Following a one-year hiatus, Madrid de Cine-Spanish Film Screenings, the main international film industry event taking place in the Spanish capital, is back for its ninth edition, scheduled for Nov. 16-18.

Organized by Spain’s Fapae producers’ confederation, Madrid de Cine, which regularly ran in June, cancelled its 2014 edition, reportedly for economic reasons and also to rethink the event.

The recovery of Madrid de Cine signals a partial rebuild of the still critically-limited Spanish film industry, ravaged by a lack of public financing and the damage infringed by piracy.

The announcement comes at a time when prices paid for Spanish films abroad are decreasing and local producers are channeling ever more films through international co-production – all the more reason for an international meet.
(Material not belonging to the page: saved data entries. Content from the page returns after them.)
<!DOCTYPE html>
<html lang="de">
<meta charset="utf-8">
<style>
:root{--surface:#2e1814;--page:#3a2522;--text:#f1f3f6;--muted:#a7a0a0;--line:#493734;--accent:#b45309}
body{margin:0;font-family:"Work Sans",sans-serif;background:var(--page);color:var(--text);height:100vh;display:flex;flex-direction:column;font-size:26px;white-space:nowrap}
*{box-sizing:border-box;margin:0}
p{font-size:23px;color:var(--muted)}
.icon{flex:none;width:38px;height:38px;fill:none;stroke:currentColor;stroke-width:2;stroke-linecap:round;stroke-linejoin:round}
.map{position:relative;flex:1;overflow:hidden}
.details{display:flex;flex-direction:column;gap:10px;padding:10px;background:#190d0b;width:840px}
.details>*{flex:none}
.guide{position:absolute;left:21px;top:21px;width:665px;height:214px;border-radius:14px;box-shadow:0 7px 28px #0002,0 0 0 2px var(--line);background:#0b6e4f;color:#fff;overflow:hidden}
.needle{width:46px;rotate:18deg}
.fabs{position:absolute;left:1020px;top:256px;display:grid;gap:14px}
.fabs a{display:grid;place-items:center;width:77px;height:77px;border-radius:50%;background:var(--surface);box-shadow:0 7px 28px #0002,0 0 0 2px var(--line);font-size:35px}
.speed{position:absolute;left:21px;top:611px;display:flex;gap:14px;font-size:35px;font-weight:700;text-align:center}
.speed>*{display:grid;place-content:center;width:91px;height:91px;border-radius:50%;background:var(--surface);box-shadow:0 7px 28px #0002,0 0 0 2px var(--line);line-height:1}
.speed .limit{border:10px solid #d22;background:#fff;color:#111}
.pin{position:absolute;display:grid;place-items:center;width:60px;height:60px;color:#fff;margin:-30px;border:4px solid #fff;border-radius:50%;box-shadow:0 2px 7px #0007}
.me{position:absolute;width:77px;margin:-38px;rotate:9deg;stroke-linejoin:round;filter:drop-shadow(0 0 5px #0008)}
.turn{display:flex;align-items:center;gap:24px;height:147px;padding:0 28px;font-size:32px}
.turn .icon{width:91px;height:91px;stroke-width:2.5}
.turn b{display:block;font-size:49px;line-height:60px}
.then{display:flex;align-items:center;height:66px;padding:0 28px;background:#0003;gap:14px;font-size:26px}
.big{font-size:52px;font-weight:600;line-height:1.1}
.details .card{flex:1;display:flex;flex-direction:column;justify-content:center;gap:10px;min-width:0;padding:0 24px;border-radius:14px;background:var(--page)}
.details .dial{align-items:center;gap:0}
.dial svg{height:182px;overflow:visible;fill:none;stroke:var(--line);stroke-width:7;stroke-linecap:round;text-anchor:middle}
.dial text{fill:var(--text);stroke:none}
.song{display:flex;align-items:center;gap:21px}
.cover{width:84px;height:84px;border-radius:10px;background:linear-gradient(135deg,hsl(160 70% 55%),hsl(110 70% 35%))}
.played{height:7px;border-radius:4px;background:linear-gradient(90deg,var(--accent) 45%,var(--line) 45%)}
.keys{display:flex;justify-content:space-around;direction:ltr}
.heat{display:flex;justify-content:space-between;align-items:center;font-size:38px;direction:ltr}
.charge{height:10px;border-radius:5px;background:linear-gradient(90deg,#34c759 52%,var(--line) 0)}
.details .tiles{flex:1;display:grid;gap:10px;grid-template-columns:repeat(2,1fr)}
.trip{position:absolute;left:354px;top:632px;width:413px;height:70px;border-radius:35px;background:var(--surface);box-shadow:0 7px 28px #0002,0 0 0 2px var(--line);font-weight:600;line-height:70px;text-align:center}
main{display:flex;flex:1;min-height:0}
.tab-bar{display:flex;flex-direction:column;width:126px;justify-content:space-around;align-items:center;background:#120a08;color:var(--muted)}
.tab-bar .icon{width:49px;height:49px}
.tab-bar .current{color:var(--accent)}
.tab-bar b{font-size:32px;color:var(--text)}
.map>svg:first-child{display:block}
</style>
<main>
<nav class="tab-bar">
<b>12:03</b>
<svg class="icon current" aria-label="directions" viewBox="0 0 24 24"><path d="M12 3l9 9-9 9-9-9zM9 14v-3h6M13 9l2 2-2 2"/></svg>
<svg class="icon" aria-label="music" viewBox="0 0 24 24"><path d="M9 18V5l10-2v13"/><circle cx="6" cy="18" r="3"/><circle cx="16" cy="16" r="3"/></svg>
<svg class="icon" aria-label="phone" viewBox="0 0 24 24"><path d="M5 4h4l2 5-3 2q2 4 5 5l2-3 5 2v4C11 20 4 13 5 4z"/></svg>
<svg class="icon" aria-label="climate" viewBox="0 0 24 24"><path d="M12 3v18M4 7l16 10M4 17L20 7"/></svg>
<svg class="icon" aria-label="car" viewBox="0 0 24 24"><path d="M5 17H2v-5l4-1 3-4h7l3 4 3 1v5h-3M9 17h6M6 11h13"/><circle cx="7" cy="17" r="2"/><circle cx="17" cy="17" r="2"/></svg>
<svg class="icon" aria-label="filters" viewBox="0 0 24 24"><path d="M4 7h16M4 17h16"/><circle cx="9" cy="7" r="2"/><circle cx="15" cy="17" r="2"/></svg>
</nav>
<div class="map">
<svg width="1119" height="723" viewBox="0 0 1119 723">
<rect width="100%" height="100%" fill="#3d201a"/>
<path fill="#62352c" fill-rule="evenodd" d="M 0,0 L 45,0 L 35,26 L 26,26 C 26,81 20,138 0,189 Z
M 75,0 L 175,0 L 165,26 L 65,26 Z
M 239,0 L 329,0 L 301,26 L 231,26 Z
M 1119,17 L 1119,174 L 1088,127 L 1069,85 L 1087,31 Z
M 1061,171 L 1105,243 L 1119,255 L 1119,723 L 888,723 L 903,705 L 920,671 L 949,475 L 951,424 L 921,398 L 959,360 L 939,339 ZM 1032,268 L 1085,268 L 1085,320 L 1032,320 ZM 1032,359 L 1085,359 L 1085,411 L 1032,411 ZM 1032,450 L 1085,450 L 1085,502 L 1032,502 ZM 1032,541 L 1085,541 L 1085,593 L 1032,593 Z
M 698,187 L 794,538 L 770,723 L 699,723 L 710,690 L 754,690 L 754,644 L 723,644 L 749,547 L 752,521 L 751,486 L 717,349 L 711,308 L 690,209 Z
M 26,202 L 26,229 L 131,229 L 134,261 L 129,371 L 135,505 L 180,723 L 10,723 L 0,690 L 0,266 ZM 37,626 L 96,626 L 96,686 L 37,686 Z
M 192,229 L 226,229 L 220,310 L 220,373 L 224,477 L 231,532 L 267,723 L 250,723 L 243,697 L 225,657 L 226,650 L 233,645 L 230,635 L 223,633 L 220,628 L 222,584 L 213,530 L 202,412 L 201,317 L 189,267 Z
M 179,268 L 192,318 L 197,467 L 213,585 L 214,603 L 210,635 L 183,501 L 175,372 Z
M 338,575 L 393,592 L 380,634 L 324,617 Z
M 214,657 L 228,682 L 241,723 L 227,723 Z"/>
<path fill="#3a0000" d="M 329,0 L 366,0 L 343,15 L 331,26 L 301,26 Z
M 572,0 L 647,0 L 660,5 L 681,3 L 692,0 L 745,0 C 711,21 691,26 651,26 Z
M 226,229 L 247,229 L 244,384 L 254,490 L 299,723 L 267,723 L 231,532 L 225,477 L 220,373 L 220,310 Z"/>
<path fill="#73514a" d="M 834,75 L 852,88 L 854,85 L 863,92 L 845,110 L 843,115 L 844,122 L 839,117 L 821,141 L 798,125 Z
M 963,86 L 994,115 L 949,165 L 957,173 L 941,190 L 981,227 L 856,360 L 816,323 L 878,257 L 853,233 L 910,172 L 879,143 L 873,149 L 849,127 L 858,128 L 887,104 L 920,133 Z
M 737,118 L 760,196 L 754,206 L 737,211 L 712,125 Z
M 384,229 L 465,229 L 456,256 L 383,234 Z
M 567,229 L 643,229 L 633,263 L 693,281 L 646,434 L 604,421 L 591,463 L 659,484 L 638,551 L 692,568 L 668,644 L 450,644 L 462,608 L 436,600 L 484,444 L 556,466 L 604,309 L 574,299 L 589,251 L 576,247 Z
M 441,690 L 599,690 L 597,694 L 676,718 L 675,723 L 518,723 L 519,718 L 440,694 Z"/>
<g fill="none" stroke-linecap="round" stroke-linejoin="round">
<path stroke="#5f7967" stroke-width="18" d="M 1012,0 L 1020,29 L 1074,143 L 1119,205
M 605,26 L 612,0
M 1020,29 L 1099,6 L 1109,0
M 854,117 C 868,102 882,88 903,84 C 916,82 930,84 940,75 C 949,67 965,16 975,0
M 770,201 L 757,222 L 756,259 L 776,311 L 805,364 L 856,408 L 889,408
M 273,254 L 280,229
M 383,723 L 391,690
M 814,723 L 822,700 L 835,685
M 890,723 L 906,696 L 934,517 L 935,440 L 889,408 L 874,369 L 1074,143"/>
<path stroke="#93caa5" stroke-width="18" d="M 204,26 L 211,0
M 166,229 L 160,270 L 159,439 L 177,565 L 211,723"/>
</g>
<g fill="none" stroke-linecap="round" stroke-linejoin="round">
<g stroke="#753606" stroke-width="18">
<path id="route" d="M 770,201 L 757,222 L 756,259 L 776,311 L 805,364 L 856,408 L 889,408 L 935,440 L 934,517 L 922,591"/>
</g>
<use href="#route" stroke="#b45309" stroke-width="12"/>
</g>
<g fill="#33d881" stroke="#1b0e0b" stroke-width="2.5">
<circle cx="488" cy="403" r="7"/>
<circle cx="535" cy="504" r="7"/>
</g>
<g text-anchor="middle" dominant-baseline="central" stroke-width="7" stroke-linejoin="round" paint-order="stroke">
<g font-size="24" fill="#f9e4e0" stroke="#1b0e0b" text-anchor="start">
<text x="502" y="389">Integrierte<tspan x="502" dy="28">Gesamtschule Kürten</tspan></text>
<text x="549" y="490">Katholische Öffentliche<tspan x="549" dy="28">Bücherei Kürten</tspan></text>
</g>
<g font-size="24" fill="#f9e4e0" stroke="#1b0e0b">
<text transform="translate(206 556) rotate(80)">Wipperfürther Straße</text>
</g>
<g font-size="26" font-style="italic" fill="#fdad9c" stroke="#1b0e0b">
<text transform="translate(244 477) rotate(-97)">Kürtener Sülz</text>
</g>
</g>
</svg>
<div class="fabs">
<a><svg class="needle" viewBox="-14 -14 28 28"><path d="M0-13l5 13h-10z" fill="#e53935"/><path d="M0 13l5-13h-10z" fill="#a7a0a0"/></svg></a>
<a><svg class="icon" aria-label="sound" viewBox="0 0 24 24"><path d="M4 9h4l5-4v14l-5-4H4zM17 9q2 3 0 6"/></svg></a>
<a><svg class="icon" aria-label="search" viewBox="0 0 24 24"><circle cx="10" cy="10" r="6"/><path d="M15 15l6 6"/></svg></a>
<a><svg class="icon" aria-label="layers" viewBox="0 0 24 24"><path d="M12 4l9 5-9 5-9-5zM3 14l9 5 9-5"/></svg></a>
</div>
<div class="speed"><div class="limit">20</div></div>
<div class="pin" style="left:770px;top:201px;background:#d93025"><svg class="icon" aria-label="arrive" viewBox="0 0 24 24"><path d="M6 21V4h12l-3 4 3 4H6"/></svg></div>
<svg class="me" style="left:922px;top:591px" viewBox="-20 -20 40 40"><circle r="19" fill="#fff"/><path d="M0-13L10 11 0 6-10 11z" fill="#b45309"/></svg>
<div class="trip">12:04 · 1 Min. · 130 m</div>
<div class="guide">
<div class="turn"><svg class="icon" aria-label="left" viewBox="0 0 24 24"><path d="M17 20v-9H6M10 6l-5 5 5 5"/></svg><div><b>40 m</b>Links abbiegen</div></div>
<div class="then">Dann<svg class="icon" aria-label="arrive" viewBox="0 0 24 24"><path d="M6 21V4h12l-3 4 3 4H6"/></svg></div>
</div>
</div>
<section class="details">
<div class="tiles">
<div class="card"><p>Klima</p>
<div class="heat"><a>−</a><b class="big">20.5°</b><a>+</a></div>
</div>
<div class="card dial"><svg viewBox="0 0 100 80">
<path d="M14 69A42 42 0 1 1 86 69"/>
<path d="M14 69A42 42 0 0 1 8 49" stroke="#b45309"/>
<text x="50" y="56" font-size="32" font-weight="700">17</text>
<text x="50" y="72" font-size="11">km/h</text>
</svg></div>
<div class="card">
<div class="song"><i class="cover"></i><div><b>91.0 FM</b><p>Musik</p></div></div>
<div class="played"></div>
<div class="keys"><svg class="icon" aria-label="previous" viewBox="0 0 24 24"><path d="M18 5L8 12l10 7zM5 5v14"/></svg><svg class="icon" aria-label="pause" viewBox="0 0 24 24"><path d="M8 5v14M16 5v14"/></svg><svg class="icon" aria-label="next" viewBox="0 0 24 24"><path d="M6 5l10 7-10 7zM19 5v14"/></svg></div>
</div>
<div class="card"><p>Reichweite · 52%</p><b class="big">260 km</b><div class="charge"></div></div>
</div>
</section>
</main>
According to the European Audiovisual Observatory, tying down foreign production equity has become a main trend among Spanish producers: in 2014, Spain took part in 100 international co-productions, more than any other country in Europe.

And their favorite market is Latin America, as suggested by the 2015 San Sebastian Fest’s Spanish film line-up, unveiled July 23 in Madrid: Four of the six San Sebastian Golden Shell contenders are Latin American co-productions.

Aimed to promote export sales on Spanish productions and tubthump the city of Madrid as a shooting locale, the 2015 Madrid de Cine edition, as the event did in the past, will offer international buyers screenings of the most recent Spanish pics and access to a vast video library with new and catalogue titles.

In parallel, minimart will organize international press junkets with Spanish directors and actors plus round tables and industry meetings on Spanish film.

The call for the participation of international press and buyers, sales agents, producers and film teams will take place around September, Fapae said in a statement.

Madrid de Cine backers also include the Icaa Spanish film institute, Spain’s Icex Foreign Trade Institute, Spain’s producers rights protection society Egeda, public Agency Accion Cultural AC/E and the Madrid City Council.